I also heard a statistic about DraftKings last week. They had almost 6,000 commercials and paid about $20 million for those spots leading up to the first NFL weekend. They attracted about one million new players. No doubt those one million new players will on average spend more than $20, easily making up for their investment.
Not all of the winners may get cash. Instead they may get a prize. A friend of mine once participated in something like a daily fantasy league a few years ago. He finished in the top 2% of the league, but got a $5 t-shirt that was valued at $40.
Sadly, the stats mentioned for Cobb County are not accurate. Here is a link from the US Census Bureau: http://quickfacts.census.gov/qfd/states/13/13067.html
That’s the link I used, John.
Shaun: I was drawing from deMause with my comments, but your stats cite only the city of Smyrna whereas the relevant electorate and governing body is the whole county. I don’t think anyone can prove or disprove a racist motivation here; I’d characterize it more as a bad look, not to mention terrible environmental policy.
Keith, I was commenting to Shaun, who cited stats in the comments. Sorry for the confusion.

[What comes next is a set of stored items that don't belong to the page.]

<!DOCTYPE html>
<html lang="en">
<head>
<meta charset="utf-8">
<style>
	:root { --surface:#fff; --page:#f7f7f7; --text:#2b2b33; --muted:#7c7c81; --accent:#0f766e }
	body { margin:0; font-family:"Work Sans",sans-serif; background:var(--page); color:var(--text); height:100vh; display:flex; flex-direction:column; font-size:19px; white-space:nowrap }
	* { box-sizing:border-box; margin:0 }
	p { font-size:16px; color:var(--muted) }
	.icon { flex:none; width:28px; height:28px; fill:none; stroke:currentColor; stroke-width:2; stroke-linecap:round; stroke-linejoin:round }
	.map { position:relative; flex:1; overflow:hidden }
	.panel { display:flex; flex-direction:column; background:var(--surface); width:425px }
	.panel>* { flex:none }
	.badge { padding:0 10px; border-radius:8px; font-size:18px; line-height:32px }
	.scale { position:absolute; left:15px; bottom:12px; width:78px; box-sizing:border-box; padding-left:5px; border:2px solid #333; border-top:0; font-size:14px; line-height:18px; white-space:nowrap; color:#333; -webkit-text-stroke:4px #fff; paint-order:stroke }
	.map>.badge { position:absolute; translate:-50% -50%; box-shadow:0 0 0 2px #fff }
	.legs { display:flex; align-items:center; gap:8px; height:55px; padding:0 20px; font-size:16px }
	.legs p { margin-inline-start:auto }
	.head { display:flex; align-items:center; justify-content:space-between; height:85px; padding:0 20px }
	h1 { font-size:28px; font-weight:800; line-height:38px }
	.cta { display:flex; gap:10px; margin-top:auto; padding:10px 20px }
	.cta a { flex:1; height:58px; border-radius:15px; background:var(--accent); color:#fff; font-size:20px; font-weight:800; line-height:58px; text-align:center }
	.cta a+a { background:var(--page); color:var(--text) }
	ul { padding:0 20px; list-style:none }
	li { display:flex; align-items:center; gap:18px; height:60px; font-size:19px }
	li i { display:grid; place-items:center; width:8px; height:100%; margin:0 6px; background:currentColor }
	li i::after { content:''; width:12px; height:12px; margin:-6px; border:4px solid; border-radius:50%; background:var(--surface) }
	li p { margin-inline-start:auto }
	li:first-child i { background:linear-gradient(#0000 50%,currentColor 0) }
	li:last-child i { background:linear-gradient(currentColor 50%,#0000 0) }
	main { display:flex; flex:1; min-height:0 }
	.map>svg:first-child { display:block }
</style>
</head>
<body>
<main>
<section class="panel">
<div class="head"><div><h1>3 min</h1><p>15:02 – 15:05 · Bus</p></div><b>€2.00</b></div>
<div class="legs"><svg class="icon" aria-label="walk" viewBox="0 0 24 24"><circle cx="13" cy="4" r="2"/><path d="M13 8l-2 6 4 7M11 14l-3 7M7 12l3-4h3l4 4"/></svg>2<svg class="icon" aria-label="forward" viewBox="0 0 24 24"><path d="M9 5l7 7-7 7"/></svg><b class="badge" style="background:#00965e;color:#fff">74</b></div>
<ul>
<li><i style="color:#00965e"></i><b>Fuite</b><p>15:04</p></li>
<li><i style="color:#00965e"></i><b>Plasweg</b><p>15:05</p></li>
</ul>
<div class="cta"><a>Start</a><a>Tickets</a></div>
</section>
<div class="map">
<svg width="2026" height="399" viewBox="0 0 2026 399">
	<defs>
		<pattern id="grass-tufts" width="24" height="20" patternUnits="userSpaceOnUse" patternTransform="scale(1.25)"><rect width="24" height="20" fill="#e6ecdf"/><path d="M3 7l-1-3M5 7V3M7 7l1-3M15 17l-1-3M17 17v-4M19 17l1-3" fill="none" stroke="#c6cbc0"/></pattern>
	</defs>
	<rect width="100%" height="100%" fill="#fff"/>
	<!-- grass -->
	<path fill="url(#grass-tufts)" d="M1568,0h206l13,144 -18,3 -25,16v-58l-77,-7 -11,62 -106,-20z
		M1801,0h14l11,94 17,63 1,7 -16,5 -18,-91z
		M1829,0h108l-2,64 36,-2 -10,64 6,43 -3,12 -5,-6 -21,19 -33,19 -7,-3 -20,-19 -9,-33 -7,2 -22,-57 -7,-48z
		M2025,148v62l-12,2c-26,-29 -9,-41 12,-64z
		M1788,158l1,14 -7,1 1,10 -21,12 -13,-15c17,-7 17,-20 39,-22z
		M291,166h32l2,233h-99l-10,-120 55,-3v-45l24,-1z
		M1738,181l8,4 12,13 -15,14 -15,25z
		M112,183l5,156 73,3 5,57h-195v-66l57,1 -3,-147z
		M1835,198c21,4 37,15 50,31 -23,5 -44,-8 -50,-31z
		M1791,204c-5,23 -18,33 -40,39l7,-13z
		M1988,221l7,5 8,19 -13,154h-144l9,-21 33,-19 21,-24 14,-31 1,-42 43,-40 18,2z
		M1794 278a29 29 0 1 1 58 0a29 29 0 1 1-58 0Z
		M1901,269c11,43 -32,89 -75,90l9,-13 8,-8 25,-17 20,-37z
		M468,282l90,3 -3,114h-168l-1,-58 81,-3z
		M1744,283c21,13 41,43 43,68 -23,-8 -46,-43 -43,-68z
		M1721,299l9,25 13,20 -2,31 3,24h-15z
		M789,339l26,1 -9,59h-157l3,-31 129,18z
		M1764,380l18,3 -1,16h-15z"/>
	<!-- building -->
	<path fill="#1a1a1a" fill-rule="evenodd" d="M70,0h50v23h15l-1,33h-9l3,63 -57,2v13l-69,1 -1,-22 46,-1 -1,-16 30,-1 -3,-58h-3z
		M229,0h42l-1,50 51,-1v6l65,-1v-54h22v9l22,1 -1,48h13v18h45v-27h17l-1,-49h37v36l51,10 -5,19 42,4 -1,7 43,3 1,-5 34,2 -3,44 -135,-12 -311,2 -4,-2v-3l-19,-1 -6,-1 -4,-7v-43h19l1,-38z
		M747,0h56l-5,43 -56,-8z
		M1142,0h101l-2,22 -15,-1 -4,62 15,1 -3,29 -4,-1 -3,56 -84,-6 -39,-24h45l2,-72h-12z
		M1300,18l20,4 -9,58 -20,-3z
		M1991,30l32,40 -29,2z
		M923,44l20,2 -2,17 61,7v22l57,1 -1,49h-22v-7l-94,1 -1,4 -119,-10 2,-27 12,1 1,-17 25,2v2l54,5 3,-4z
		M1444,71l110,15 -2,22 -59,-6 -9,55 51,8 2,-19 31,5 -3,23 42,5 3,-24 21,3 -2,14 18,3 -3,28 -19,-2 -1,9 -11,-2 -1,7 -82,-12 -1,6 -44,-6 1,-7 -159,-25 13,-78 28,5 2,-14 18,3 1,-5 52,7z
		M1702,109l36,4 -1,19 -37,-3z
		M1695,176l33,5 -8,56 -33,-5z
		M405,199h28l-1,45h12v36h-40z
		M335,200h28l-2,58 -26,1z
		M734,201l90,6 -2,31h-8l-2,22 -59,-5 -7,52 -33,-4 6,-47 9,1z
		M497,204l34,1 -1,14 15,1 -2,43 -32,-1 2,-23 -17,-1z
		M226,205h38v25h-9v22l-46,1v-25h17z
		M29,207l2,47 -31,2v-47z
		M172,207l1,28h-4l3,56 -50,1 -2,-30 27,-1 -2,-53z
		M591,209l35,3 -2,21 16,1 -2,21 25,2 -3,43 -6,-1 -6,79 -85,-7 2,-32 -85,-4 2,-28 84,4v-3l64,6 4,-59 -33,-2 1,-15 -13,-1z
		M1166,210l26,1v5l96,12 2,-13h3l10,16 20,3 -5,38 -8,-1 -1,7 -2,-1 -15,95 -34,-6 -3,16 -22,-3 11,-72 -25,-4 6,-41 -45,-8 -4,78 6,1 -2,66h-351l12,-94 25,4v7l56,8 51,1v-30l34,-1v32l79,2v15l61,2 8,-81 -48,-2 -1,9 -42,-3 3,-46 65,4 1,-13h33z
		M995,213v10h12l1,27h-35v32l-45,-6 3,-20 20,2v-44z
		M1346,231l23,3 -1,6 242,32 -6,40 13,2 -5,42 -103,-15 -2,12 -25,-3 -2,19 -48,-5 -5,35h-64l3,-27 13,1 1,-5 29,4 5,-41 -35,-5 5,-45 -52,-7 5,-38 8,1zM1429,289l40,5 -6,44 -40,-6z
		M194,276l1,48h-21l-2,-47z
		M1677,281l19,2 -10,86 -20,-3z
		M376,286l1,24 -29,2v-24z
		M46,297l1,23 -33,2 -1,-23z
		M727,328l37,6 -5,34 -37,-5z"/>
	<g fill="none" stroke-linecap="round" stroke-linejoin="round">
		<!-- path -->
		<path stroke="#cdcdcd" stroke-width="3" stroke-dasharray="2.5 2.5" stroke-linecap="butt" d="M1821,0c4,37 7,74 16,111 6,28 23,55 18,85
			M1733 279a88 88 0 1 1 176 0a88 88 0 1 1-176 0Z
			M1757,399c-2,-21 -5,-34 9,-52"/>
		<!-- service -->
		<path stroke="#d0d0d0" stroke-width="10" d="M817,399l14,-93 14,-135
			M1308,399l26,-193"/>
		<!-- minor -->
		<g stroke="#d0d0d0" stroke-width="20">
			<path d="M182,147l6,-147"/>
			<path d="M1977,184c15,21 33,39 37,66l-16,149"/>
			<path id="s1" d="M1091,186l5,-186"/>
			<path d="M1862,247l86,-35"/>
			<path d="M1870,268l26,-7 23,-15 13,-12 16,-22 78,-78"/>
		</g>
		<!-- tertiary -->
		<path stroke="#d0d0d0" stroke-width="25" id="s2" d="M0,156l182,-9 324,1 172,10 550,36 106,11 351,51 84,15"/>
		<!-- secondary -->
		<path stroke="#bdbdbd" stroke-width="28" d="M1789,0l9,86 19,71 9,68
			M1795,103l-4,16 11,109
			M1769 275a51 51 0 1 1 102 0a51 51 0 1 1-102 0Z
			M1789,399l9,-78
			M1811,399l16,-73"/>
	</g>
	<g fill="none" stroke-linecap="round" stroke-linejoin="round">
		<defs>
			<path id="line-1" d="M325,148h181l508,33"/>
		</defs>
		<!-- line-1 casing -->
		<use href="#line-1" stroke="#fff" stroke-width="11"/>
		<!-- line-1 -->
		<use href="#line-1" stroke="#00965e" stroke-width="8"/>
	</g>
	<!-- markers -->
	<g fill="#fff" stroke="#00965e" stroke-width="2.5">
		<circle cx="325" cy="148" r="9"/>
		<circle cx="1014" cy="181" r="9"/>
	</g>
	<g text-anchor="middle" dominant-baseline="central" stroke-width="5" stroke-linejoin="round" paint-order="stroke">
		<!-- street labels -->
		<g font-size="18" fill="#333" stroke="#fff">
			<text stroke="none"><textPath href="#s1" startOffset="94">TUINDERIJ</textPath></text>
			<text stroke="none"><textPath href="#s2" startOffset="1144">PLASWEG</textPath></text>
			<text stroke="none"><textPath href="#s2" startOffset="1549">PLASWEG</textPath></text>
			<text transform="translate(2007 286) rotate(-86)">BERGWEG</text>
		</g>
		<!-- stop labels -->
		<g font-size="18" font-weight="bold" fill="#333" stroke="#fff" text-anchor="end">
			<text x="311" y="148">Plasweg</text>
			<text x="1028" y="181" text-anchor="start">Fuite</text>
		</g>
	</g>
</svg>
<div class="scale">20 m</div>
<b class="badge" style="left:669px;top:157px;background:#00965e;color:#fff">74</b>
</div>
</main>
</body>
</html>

Those are the stats that I looked to as well. I added Latino, AA, and Asian. I am not sure why there are two white only columns but the white only non-Hispanic column matches the numbers I calculated.
Agreed on environment. Not to mention the traffic headaches it will create.
That daily fantasy article was interesting. I’ve considered doing it, knowing my odds were like the lottery…..but I have stopped myself so far. Not sure it changed my mind at all, but it is exactly what I expected was true. All the money is in the pros’ hands.